O controle dos esgotamentos sanitários, porém, não teve um desenvolvimento

suficiente e a situação do suprimento de água também não foi resolvido a contento.

Criaram-se as companhias particulares de abastecimento de água. Estas companhias

utilizaram o processo de bombeamento e ampliaram os sistemas de abastecimento de água.

A primeira companhia (Companhia New River) foi fundada em Londres e, a partir da

resolução do problema de abastecimento, preocupou-se com a qualidade da água, já que

não havia nenhum tratamento, o que causava constantes epidemias (RESENDE; HELLER,

2002).

A Revolução Industrial, iniciada na Inglaterra no século XVIII (1760-1850), que

alastrou se pela Europa e Estados Unidos, foi caracterizada pelas transformações técnicas,

comerciais e agrícolas promovendo transformações profundas e revolucionárias na

sociedade. Assinalou a passagem da sociedade rural para a sociedade industrial, a mudança

do trabalho artesanal para o trabalho assalariado, a utilização da energia a vapor no sistema

fabril em lugar da energia humana (ARRUDA, 1977).

As profundas alterações efetuadas no campo do trabalho refletiram no olhar sobre a

saúde destes trabalhadores que também era caracterizada por mão de obra infantil. O

mercado era cada vez mais exigente e necessitava de um controle maior sobre a qualidade

de vida desta população. Incentivaram-se os estudos baseados na mortalidade e expectativa

de vida, fundaram-se hospitais compatíveis com a nova realidade impulsionados pelas

preocupações de possíveis perdas econômicas (ARRUDA, 1977).

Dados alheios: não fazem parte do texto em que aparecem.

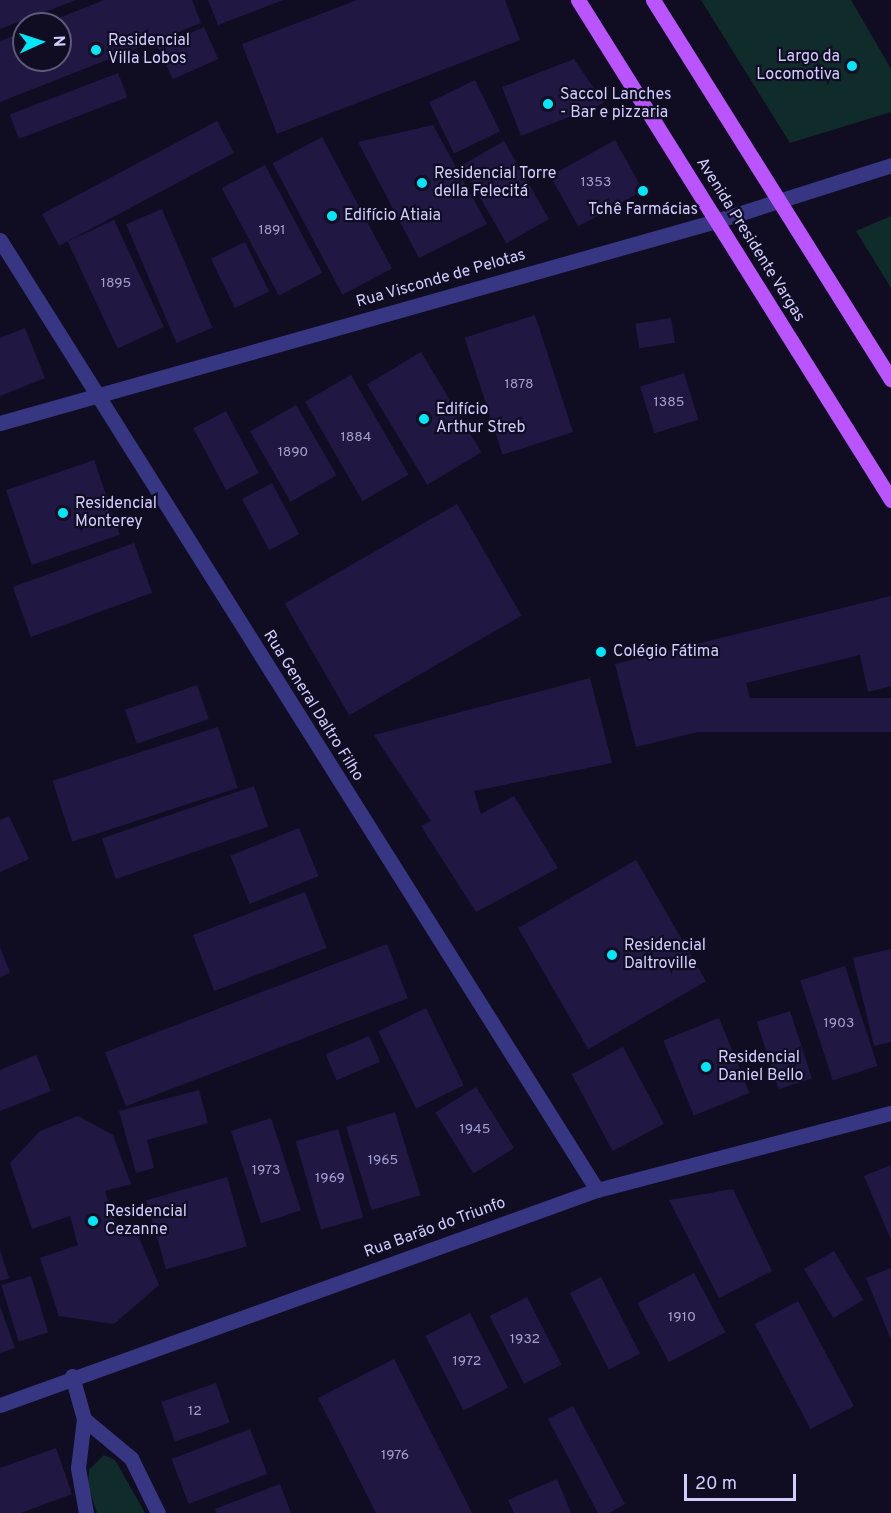 <!DOCTYPE html>
<html>
<head>
<meta charset="utf-8">
<style>
  body { margin:0 }
  #map { position:relative; width:891px; height:1513px; overflow:hidden; background:#100d22; font-family:Overpass,sans-serif }
  div>[style] { position:absolute }
  [style*='--x'] { left:calc(var(--x)*1px); top:calc(var(--y)*1px); width:calc(var(--w)*1px); rotate:calc(var(--a)*1deg) }
  .green>* { inset:0; background:#102c2a }
  .building>* { inset:0; background:#201843; transform-origin:0 0 }
  .minor>* { height:15px; margin:-7.5px; padding:0 7.5px; transform-origin:7.5px; border-radius:7.5px; background:#373682 }
  .major>* { height:15px; margin:-7.5px; padding:0 7.5px; transform-origin:7.5px; border-radius:7.5px; background:#ba54ff }
  .dots>* { width:16px; height:16px; translate:-50% -50%; box-sizing:border-box; border:3px solid #100d22; border-radius:50% }
  span { translate:-50% -50%; white-space:nowrap; text-align:center; line-height:1.15; -webkit-text-stroke:4.5px #100d22; paint-order:stroke }
  .number-label { font-size:14px; color:#a6a0d0 }
  .number-label span { -webkit-text-stroke-width:0 }
  .poi-label { font-size:16px; color:#d2cdff }
  .left { translate:0 -50%; text-align:left }
  .right { translate:-100% -50%; text-align:right }
  .street-label { font-size:16px; color:#d2cdff }
  .north { position:absolute; left:12px; top:12px; width:60px; height:60px; box-sizing:border-box; background:#100d22; border:2px solid #5e5a7a; border-radius:50%; rotate:87deg; font-size:16px; font-weight:700; line-height:24px; text-align:center; color:#d2cdff }
  .north::after { content:''; display:block; margin:auto; width:21px; height:27px; background:#00e7f8; clip-path:polygon(50% 0,100% 100%,50% 72%,0 100%) }
  .scale { position:absolute; left:684px; top:1474px; width:112px; height:27px; box-sizing:border-box; border:3px solid #d2cdff; border-top:0; padding-left:8px; font-size:18px; line-height:21px; white-space:nowrap; color:#d2cdff; -webkit-text-stroke:4px #100d22; paint-order:stroke }
</style>
</head>
<body>
<div id="map">
  <div class="green">
    <div style="clip-path:polygon(701px 0,851px 0,891px 69px,891px 112px,790px 143px)"></div>
    <div style="clip-path:polygon(891px 216px,891px 288px,856px 231px)"></div>
    <div style="clip-path:polygon(104px 1455px,115px 1460px,145px 1513px,97px 1513px,88px 1485px,89px 1470px)"></div>
  </div>
  <div class="building">
    <div style="clip-path:polygon(0 0,76px 0,0 29px)"></div>
    <div style="clip-path:polygon(104px 0,192px 0,201px 23px,0 102px,0 41px,24px 32px,24px 60px,60px 60px,60px 24px,44px 24px)"></div>
    <div style="clip-path:polygon(208px 0,283px 0,218px 25px)"></div>
    <div style="clip-path:polygon(357px 0,505px 0,520px 40px,277px 134px,242px 44px)"></div>
    <div style="left:204px;top:27px;width:35px;height:50px;rotate:66deg"></div>
    <div style="clip-path:polygon(574px 59px,604px 103px,521px 136px,502px 87px)"></div>
    <div style="left:118px;top:73px;width:26px;height:116px;rotate:69deg"></div>
    <div style="left:475px;top:80px;width:57px;height:51px;rotate:64deg"></div>
    <div style="left:217px;top:121px;width:36px;height:198px;rotate:62deg"></div>
    <div style="clip-path:polygon(433px 125px,487px 224px,419px 258px,358px 142px)"></div>
    <div style="left:322px;top:137px;width:149px;height:56px;rotate:62deg"></div>
    <div style="left:615px;top:140px;width:58px;height:74px;rotate:61deg"></div>
    <div style="left:504px;top:141px;width:90px;height:49px;rotate:60deg"></div>
    <div style="left:265px;top:165px;width:122px;height:49px;rotate:62deg"></div>
    <div style="left:162px;top:209px;width:129px;height:39px;rotate:67deg"></div>
    <div style="left:114px;top:220px;width:118px;height:51px;rotate:65deg"></div>
    <div style="left:245px;top:242px;width:55px;height:38px;rotate:64deg"></div>
    <div style="left:535px;top:315px;width:123px;height:74px;rotate:72deg"></div>
    <div style="left:671px;top:318px;width:25px;height:36px;rotate:81deg"></div>
    <div style="clip-path:polygon(25px 328px,45px 378px,0 396px,0 338px)"></div>
    <div style="left:421px;top:352px;width:117px;height:63px;rotate:59deg"></div>
    <div style="left:684px;top:373px;width:49px;height:46px;rotate:73deg"></div>
    <div style="left:351px;top:375px;width:115px;height:53px;rotate:60deg"></div>
    <div style="left:296px;top:405px;width:81px;height:53px;rotate:60deg"></div>
    <div style="left:226px;top:411px;width:70px;height:37px;rotate:62deg"></div>
    <div style="left:94px;top:460px;width:79px;height:93px;rotate:71deg"></div>
    <div style="left:272px;top:483px;width:58px;height:34px;rotate:62deg"></div>
    <div style="left:457px;top:504px;width:129px;height:199px;rotate:60deg"></div>
    <div style="left:134px;top:543px;width:53px;height:129px;rotate:70deg"></div>
    <div style="clip-path:polygon(891px 596px,891px 686px,868px 692px,860px 655px,746px 683px,755px 718px,636px 747px,615px 664px)"></div>
    <div style="clip-path:polygon(590px 678px,612px 763px,474px 791px,481px 814px,514px 796px,558px 868px,476px 912px,421px 826px,431px 821px,374px 735px)"></div>
    <div style="left:197px;top:685px;width:36px;height:76px;rotate:71deg"></div>
    <div style="left:891px;top:698px;width:34px;height:223px;rotate:90deg"></div>
    <div style="left:218px;top:727px;width:64px;height:174px;rotate:72deg"></div>
    <div style="left:254px;top:786px;width:43px;height:161px;rotate:71deg"></div>
    <div style="clip-path:polygon(9px 816px,29px 859px,0 872px,0 820px)"></div>
    <div style="left:299px;top:828px;width:52px;height:74px;rotate:68deg"></div>
    <div style="left:636px;top:860px;width:140px;height:136px;rotate:60deg"></div>
    <div style="left:305px;top:892px;width:60px;height:120px;rotate:69deg"></div>
    <div style="left:387px;top:944px;width:58px;height:302px;rotate:69deg"></div>
    <div style="clip-path:polygon(0 947px,10px 973px,0 977px)"></div>
    <div style="clip-path:polygon(891px 949px,891px 1042px,874px 1046px,853px 958px)"></div>
    <div style="left:845px;top:966px;width:105px;height:47px;rotate:72deg"></div>
    <div style="left:426px;top:1008px;width:86px;height:53px;rotate:64deg"></div>
    <div style="left:790px;top:1011px;width:71px;height:35px;rotate:72deg"></div>
    <div style="left:719px;top:1018px;width:81px;height:60px;rotate:68deg"></div>
    <div style="left:369px;top:1036px;width:28px;height:47px;rotate:67deg"></div>
    <div style="left:623px;top:1047px;width:87px;height:58px;rotate:62deg"></div>
    <div style="clip-path:polygon(36px 1055px,51px 1091px,0 1111px,0 1070px)"></div>
    <div style="left:476px;top:1087px;width:72px;height:48px;rotate:58deg"></div>
    <div style="clip-path:polygon(199px 1090px,208px 1123px,147px 1140px,154px 1168px,136px 1173px,119px 1111px)"></div>
    <div style="left:395px;top:1112px;width:87px;height:51px;rotate:73deg"></div>
    <div style="clip-path:polygon(78px 1116px,113px 1135px,131px 1184px,105px 1191px,117px 1231px,134px 1226px,159px 1285px,114px 1324px,59px 1316px,40px 1258px,78px 1245px,70px 1216px,32px 1229px,10px 1163px,40px 1131px)"></div>
    <div style="left:271px;top:1118px;width:97px;height:42px;rotate:72deg"></div>
    <div style="left:338px;top:1129px;width:92px;height:44px;rotate:74deg"></div>
    <div style="clip-path:polygon(891px 1165px,891px 1240px,864px 1176px)"></div>
    <div style="left:227px;top:1177px;width:72px;height:84px;rotate:74deg"></div>
    <div style="clip-path:polygon(733px 1189px,772px 1271px,719px 1298px,669px 1200px)"></div>
    <div style="clip-path:polygon(0 1250px,9px 1278px,0 1281px)"></div>
    <div style="left:834px;top:1251px;width:57px;height:35px;rotate:59deg"></div>
    <div style="clip-path:polygon(891px 1268px,891px 1340px,866px 1278px)"></div>
    <div style="left:694px;top:1273px;width:67px;height:64px;rotate:62deg"></div>
    <div style="left:31px;top:1276px;width:59px;height:31px;rotate:73deg"></div>
    <div style="left:601px;top:1277px;width:86px;height:35px;rotate:63deg"></div>
    <div style="left:527px;top:1297px;width:76px;height:42px;rotate:63deg"></div>
    <div style="left:798px;top:1301px;width:119px;height:49px;rotate:62deg"></div>
    <div style="clip-path:polygon(0 1306px,15px 1348px,0 1353px)"></div>
    <div style="left:470px;top:1313px;width:84px;height:50px;rotate:63deg"></div>
    <div style="clip-path:polygon(394px 1359px,472px 1513px,376px 1513px,318px 1398px)"></div>
    <div style="left:216px;top:1383px;width:42px;height:58px;rotate:71deg"></div>
    <div style="clip-path:polygon(573px 1406px,625px 1504px,609px 1513px,598px 1513px,548px 1419px)"></div>
    <div style="left:250px;top:1429px;width:48px;height:84px;rotate:69deg"></div>
    <div style="clip-path:polygon(56px 1448px,72px 1494px,21px 1513px,0 1513px,0 1468px)"></div>
    <div style="clip-path:polygon(557px 1479px,571px 1513px,514px 1513px,508px 1500px)"></div>
    <div style="clip-path:polygon(280px 1484px,291px 1513px,217px 1513px,215px 1509px)"></div>
  </div>
  <div class="minor">
    <div style="--x:0;--y:240;--w:1122;--a:57.85"></div>
    <div style="--x:0;--y:423;--w:744;--a:-15.75"></div>
    <div style="--x:716;--y:221;--w:184;--a:-17.7"></div>
    <div style="--x:72;--y:1376;--w:45;--a:74.4"></div>
    <div style="--x:84;--y:1419;--w:49;--a:97"></div>
    <div style="--x:78;--y:1468;--w:46;--a:79.9"></div>
    <div style="--x:0;--y:1405;--w:635;--a:-19.81"></div>
    <div style="--x:597;--y:1190;--w:304;--a:-14.7"></div>
    <div style="--x:84;--y:1419;--w:61;--a:39.7"></div>
    <div style="--x:131;--y:1458;--w:61;--a:63.9"></div>
  </div>
  <div class="major">
    <div style="--x:578;--y:0;--w:590;--a:57.95"></div>
    <div style="--x:653;--y:0;--w:448;--a:57.9"></div>
  </div>
  <div class="dots">
    <div style="left:96px;top:50px;background:#00e7f8"></div>
    <div style="left:852px;top:66px;background:#00e7f8"></div>
    <div style="left:548px;top:104px;background:#00e7f8"></div>
    <div style="left:422px;top:183px;background:#00e7f8"></div>
    <div style="left:643px;top:191px;background:#00e7f8"></div>
    <div style="left:332px;top:216px;background:#00e7f8"></div>
    <div style="left:424px;top:419px;background:#00e7f8"></div>
    <div style="left:63px;top:513px;background:#00e7f8"></div>
    <div style="left:601px;top:652px;background:#00e7f8"></div>
    <div style="left:612px;top:955px;background:#00e7f8"></div>
    <div style="left:706px;top:1067px;background:#00e7f8"></div>
    <div style="left:93px;top:1221px;background:#00e7f8"></div>
  </div>
  <div class="number-label">
    <span style="left:596px;top:183px">1353</span>
    <span style="left:272px;top:231px">1891</span>
    <span style="left:116px;top:284px">1895</span>
    <span style="left:519px;top:385px">1878</span>
    <span style="left:669px;top:403px">1385</span>
    <span style="left:356px;top:438px">1884</span>
    <span style="left:293px;top:453px">1890</span>
    <span style="left:839px;top:1024px">1903</span>
    <span style="left:475px;top:1130px">1945</span>
    <span style="left:383px;top:1161px">1965</span>
    <span style="left:266px;top:1171px">1973</span>
    <span style="left:330px;top:1179px">1969</span>
    <span style="left:682px;top:1318px">1910</span>
    <span style="left:525px;top:1340px">1932</span>
    <span style="left:467px;top:1362px">1972</span>
    <span style="left:195px;top:1412px">12</span>
    <span style="left:395px;top:1456px">1976</span>
  </div>
  <div class="poi-label">
    <span class="left" style="left:108px;top:50px">Residencial<br>Villa Lobos</span>
    <span class="right" style="left:840px;top:66px">Largo da<br>Locomotiva</span>
    <span class="left" style="left:560px;top:104px">Saccol Lanches<br>- Bar e pizzaria</span>
    <span class="left" style="left:434px;top:183px">Residencial Torre<br>della Felecitá</span>
    <span style="left:643px;top:210px">Tchê Farmácias</span>
    <span class="left" style="left:344px;top:216px">Edifício Atiaia</span>
    <span class="left" style="left:436px;top:419px">Edifício<br>Arthur Streb</span>
    <span class="left" style="left:75px;top:513px">Residencial<br>Monterey</span>
    <span class="left" style="left:613px;top:652px">Colégio Fátima</span>
    <span class="left" style="left:624px;top:955px">Residencial<br>Daltroville</span>
    <span class="left" style="left:718px;top:1067px">Residencial<br>Daniel Bello</span>
    <span class="left" style="left:105px;top:1221px">Residencial<br>Cezanne</span>
  </div>
  <div class="street-label">
    <span style="left:750px;top:240px;rotate:58deg">Avenida Presidente Vargas</span>
    <span style="left:441px;top:279px;rotate:-16deg">Rua Visconde de Pelotas</span>
    <span style="left:313px;top:706px;rotate:58deg">Rua General Daltro Filho</span>
    <span style="left:435px;top:1228px;rotate:-20deg">Rua Barão do Triunfo</span>
  </div>
  <div class="north">N</div>
  <div class="scale">20 m</div>
</div>
</body>
</html>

Neste contexto, para aumentar os lucros, os operários eram submetidos a um

acentuado processo de exploração, danificando irremediavelmente sua saúde. Engels, no

texto “As condições da classe trabalhadora na Inglaterra em 1844”, demonstrou pela

primeira vez a relação entre saúde e política, considerado o primeiro estudo analítico sobre

Epidemiologia (RESENDE; HELLER, 2002).

Porém, apesar do crescimento econômico a população continuava em situação

precária relacionados à pobreza e ausência de saneamento. Isto acarretou a disseminação de

epidemias despertando na sociedade a consciência da relação entre o aglomerado de

fábricas, moradias e falta de saneamento adequado (ARRUDA, 1977).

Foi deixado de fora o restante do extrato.